Haji Driving Academy specializes in working with diverse populations whose cultural and linguistic needs are often overlooked in driver’s education. One obstacle is the language barrier, which Aden understands firsthand. He can communicate with his clients in his additional languages—including Somali—and his experience as a one-time newly arrived person, himself, often sets clients at ease.
But Aden had to jump through a few hoops of his own to open Haji Driving Academy. He already had a degree in anthropology from the University of Vermont when he started researching what it would take to open a driving school, and he was surprised to learn how much training was required. He ended up accomplishing his dream to open his own education organization with the help of VSAC.
“There are courses I had to take in order to become certified,” Aden explains. Thanks to financial support from VSAC’s Advancement Grant—which supports adult students by funding short-term training opportunities that lead to job or career growth—Aden was able to complete those courses faster than he might have otherwise, had he financed the tuition entirely on his own.
“Receiving the VSAC Advancement Grant was so helpful for me, and it’s also been a huge step forward in making drivers’ ed more accessible to people who need that support,” says Aden, adding that, in a full-circle moment, several of his students have also received funding for his driving course under the same grant program.
“VSAC saw through me when I couldn’t see anything for myself. And I’m really, really, glad they did.”

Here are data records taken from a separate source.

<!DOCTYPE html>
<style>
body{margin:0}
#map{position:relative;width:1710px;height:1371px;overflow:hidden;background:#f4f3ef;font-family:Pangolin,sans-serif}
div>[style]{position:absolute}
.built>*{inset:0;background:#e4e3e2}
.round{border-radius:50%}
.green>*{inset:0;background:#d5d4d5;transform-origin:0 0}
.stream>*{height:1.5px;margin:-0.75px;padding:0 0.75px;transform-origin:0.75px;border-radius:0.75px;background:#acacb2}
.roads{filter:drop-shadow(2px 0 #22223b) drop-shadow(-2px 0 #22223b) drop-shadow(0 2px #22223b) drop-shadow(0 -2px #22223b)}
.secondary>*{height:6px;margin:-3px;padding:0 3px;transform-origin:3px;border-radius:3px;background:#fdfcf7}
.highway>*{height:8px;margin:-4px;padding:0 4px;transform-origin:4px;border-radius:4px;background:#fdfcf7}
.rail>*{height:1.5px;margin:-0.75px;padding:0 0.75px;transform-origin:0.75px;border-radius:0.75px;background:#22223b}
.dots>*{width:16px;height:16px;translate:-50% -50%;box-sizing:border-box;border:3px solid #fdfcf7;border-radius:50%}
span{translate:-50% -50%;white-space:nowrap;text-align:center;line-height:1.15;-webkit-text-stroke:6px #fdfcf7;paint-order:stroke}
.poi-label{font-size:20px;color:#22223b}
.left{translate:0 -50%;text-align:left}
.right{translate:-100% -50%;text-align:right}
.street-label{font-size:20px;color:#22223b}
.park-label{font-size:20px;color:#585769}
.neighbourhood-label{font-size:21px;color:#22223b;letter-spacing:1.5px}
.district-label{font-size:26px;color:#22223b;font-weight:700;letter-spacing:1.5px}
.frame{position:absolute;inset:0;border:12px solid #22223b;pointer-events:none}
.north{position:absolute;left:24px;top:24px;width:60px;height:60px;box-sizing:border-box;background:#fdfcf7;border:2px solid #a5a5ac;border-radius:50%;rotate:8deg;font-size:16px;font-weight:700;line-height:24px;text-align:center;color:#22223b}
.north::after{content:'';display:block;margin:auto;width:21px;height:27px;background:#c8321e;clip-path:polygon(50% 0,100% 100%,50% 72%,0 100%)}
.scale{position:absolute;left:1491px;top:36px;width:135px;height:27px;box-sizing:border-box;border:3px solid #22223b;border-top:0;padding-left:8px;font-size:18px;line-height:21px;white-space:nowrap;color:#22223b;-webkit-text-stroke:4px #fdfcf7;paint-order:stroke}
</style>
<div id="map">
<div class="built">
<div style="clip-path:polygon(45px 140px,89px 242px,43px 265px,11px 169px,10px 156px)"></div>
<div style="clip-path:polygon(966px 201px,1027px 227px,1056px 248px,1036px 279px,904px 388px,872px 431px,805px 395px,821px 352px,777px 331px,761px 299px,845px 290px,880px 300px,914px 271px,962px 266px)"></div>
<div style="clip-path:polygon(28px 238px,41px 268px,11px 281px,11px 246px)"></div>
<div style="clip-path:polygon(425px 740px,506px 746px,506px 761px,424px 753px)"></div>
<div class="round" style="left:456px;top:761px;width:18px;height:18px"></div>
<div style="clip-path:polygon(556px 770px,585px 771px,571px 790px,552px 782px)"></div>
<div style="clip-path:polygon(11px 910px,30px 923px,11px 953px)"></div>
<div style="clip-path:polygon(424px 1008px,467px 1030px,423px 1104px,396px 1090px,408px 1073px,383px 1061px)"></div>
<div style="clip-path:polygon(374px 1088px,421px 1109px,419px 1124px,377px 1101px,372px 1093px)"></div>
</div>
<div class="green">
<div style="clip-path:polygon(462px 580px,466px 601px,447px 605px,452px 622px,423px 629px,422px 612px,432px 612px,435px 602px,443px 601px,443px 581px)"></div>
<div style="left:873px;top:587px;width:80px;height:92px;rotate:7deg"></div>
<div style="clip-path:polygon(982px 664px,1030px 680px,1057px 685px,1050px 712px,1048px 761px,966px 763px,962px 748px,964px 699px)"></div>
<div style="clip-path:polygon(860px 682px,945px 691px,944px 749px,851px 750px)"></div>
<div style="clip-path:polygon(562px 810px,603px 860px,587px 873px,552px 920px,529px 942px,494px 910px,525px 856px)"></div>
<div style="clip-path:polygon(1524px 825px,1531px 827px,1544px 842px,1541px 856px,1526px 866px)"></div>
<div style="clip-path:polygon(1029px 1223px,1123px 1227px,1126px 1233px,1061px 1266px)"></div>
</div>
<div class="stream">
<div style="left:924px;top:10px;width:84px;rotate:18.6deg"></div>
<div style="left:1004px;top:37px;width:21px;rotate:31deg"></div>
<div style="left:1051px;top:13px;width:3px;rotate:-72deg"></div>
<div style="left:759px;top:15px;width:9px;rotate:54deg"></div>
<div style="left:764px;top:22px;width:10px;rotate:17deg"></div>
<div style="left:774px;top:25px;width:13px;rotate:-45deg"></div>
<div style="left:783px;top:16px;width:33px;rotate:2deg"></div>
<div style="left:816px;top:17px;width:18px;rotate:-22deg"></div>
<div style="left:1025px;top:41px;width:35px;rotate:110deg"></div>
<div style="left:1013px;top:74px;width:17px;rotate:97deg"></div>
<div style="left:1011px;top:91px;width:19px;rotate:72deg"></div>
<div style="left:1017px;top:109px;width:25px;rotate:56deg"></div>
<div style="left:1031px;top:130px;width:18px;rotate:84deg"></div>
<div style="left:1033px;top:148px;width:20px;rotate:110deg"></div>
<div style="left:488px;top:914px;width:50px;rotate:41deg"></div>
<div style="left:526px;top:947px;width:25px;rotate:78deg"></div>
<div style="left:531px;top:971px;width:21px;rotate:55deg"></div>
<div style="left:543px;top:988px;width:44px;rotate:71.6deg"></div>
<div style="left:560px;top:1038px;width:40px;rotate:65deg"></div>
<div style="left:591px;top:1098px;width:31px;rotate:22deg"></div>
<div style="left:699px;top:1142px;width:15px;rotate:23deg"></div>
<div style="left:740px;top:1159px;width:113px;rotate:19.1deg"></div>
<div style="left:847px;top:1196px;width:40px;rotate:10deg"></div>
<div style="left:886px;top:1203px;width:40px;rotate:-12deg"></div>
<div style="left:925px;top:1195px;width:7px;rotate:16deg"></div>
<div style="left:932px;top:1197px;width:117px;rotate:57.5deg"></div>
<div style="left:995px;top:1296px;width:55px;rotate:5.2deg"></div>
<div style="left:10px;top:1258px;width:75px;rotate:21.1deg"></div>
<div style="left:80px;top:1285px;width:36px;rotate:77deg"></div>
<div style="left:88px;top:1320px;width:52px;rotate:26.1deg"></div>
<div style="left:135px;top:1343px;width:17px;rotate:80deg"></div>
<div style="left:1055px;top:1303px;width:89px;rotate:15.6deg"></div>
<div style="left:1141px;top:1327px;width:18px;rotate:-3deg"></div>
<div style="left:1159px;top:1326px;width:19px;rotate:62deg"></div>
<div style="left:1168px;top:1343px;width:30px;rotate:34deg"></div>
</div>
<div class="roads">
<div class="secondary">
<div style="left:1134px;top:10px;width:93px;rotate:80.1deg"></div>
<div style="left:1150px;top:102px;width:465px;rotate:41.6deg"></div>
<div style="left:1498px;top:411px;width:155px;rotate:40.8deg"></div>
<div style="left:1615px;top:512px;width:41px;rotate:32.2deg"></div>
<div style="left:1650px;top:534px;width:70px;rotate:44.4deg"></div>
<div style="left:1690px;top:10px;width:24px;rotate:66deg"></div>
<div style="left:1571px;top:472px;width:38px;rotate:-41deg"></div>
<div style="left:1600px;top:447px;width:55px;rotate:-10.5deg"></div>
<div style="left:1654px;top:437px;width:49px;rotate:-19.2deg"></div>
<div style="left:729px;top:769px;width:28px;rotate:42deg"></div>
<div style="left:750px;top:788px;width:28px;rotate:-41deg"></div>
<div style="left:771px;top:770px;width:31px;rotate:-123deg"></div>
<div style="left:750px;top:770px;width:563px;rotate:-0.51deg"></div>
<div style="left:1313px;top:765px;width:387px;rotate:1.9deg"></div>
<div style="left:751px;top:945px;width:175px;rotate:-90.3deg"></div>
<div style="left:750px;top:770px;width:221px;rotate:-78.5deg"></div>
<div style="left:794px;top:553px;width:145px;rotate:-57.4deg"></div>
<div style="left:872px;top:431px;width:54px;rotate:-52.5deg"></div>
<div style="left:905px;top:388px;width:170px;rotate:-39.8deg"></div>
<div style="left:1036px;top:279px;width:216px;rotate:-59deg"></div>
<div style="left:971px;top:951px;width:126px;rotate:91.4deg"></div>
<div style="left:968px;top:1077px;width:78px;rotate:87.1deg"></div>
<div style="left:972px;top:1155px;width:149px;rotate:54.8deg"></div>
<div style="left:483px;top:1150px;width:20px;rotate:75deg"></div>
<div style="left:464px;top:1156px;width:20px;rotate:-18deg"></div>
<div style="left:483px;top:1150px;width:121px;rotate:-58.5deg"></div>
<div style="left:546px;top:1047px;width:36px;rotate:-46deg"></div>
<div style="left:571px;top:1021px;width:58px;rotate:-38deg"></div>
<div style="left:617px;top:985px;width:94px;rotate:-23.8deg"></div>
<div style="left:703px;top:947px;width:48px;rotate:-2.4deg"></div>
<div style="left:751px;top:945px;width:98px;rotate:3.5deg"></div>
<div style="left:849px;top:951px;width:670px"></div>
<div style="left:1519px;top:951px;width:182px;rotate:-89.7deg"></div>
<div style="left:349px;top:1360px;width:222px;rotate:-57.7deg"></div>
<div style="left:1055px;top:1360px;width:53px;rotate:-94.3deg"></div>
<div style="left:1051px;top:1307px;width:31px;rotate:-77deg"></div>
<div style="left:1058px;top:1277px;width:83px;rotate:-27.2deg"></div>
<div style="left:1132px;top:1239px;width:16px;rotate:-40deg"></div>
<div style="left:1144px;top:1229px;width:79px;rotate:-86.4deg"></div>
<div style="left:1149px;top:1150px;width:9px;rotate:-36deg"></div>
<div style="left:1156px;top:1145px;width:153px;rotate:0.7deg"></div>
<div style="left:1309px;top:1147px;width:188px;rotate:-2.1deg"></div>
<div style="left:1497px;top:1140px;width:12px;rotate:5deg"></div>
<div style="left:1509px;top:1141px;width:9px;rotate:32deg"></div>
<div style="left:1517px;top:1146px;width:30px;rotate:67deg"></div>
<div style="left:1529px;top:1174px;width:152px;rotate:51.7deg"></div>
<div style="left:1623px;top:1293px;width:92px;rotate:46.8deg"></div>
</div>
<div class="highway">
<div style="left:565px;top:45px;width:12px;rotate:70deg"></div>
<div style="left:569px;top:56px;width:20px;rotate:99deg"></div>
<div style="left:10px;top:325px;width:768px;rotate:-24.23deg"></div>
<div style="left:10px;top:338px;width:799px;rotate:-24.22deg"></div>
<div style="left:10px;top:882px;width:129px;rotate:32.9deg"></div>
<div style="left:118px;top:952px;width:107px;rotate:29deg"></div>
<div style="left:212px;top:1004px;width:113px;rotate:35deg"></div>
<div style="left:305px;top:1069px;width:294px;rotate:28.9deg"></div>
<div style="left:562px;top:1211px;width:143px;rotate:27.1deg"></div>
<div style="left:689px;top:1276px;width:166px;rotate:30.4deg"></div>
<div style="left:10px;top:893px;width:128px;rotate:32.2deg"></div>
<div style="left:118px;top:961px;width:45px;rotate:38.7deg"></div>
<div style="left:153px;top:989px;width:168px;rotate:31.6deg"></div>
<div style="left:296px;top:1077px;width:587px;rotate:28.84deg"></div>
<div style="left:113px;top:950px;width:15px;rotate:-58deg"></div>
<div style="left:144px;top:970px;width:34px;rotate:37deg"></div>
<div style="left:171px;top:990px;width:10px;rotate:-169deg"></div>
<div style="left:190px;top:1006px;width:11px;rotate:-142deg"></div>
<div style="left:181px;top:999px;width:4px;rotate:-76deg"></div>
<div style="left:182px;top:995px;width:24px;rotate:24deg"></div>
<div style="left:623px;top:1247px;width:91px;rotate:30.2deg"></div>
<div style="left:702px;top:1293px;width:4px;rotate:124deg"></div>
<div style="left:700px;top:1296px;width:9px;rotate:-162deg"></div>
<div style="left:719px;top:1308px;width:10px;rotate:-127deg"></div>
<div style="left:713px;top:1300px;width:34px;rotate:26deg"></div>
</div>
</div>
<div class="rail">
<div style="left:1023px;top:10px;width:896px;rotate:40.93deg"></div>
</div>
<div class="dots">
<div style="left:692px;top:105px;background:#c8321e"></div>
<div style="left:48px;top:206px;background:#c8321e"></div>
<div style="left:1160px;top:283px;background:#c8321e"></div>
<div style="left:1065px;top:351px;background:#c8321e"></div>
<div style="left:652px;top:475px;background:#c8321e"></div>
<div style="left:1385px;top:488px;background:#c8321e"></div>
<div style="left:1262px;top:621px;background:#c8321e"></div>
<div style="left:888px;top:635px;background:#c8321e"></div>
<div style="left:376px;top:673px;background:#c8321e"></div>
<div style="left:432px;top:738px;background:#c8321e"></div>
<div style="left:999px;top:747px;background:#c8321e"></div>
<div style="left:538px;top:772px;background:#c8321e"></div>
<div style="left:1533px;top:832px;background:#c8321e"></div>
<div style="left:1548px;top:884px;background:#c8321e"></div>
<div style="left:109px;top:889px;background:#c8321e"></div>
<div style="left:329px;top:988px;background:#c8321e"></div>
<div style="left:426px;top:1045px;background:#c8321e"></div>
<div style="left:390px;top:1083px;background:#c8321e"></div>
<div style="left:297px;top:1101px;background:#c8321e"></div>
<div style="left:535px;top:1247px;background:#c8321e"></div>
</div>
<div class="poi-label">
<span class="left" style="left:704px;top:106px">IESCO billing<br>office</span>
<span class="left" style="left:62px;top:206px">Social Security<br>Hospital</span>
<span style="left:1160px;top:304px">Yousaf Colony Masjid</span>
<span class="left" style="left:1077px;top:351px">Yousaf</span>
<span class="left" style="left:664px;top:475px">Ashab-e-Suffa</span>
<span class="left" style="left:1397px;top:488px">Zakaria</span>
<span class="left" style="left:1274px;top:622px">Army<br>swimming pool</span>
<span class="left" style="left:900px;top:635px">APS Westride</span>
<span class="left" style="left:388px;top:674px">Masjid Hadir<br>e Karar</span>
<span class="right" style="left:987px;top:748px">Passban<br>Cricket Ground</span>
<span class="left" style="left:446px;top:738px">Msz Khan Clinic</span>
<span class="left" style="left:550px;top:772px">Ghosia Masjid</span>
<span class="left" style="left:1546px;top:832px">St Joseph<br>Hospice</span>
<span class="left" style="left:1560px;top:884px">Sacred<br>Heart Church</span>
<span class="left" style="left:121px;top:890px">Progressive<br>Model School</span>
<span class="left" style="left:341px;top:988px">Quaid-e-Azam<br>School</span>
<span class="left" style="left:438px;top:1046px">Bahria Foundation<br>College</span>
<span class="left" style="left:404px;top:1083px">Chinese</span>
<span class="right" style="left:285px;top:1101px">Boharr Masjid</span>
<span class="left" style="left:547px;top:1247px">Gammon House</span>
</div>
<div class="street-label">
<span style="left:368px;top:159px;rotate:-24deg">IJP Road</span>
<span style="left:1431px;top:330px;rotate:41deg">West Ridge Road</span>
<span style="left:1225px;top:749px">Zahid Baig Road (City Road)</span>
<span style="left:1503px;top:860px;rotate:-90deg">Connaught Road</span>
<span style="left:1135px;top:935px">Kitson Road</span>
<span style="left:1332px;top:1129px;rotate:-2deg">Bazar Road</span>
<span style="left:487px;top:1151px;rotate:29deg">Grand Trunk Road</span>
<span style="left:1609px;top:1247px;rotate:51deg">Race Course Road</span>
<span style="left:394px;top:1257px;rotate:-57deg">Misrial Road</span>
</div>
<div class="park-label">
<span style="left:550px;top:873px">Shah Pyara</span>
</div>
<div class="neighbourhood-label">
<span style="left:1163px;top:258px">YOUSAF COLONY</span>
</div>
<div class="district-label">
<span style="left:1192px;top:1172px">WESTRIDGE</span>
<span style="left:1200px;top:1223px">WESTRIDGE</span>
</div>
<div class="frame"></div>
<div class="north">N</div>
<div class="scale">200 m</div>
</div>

Julia Gosselin is a self-proclaimed “outdoors kind of kid.” What was true in her childhood stuck with her through college and beyond, and in 2022, she graduated from Castleton University (now Vermont State University Castleton) with a degree in Wildlife and Forest Conservation. Today, at 27, she’s staying connected to conservation through seasonal trail work with Audubon Vermont and landscaping jobs that support wildlife, while she works at one of Vermont’s only emergency veterinary clinics.
Julia was part of VSAC’s Talent Search program. And Julia’s VSAC Outreach Counselor, Monda Kelley, saw her enormous potential.
“She pushed me,” Julia says. “I tried to push her away, and she came back. She reminded me of who I used to be, this kid who loved being outside and in the trees, and who loved nature. Monda showed me that I could turn that love into a career and she showed me how to do it. Without her, honestly I don’t know if I would have gone to college.”
“VSAC helped me open doors,” she says. “They saw through me when I couldn’t see anything for myself. I’m really, really glad they did. And, Monda’s been my reference on every job I’ve had. Even when I didn’t want to listen to her, she kept nudging me forward.”
Now, armed with a college degree and a strong support network, Julia is looking ahead. Her dream job? Working with Vermonters to design gardens, lawns, and landscapes that support pollinators and wildlife, perhaps with a focus on forestry and conservation.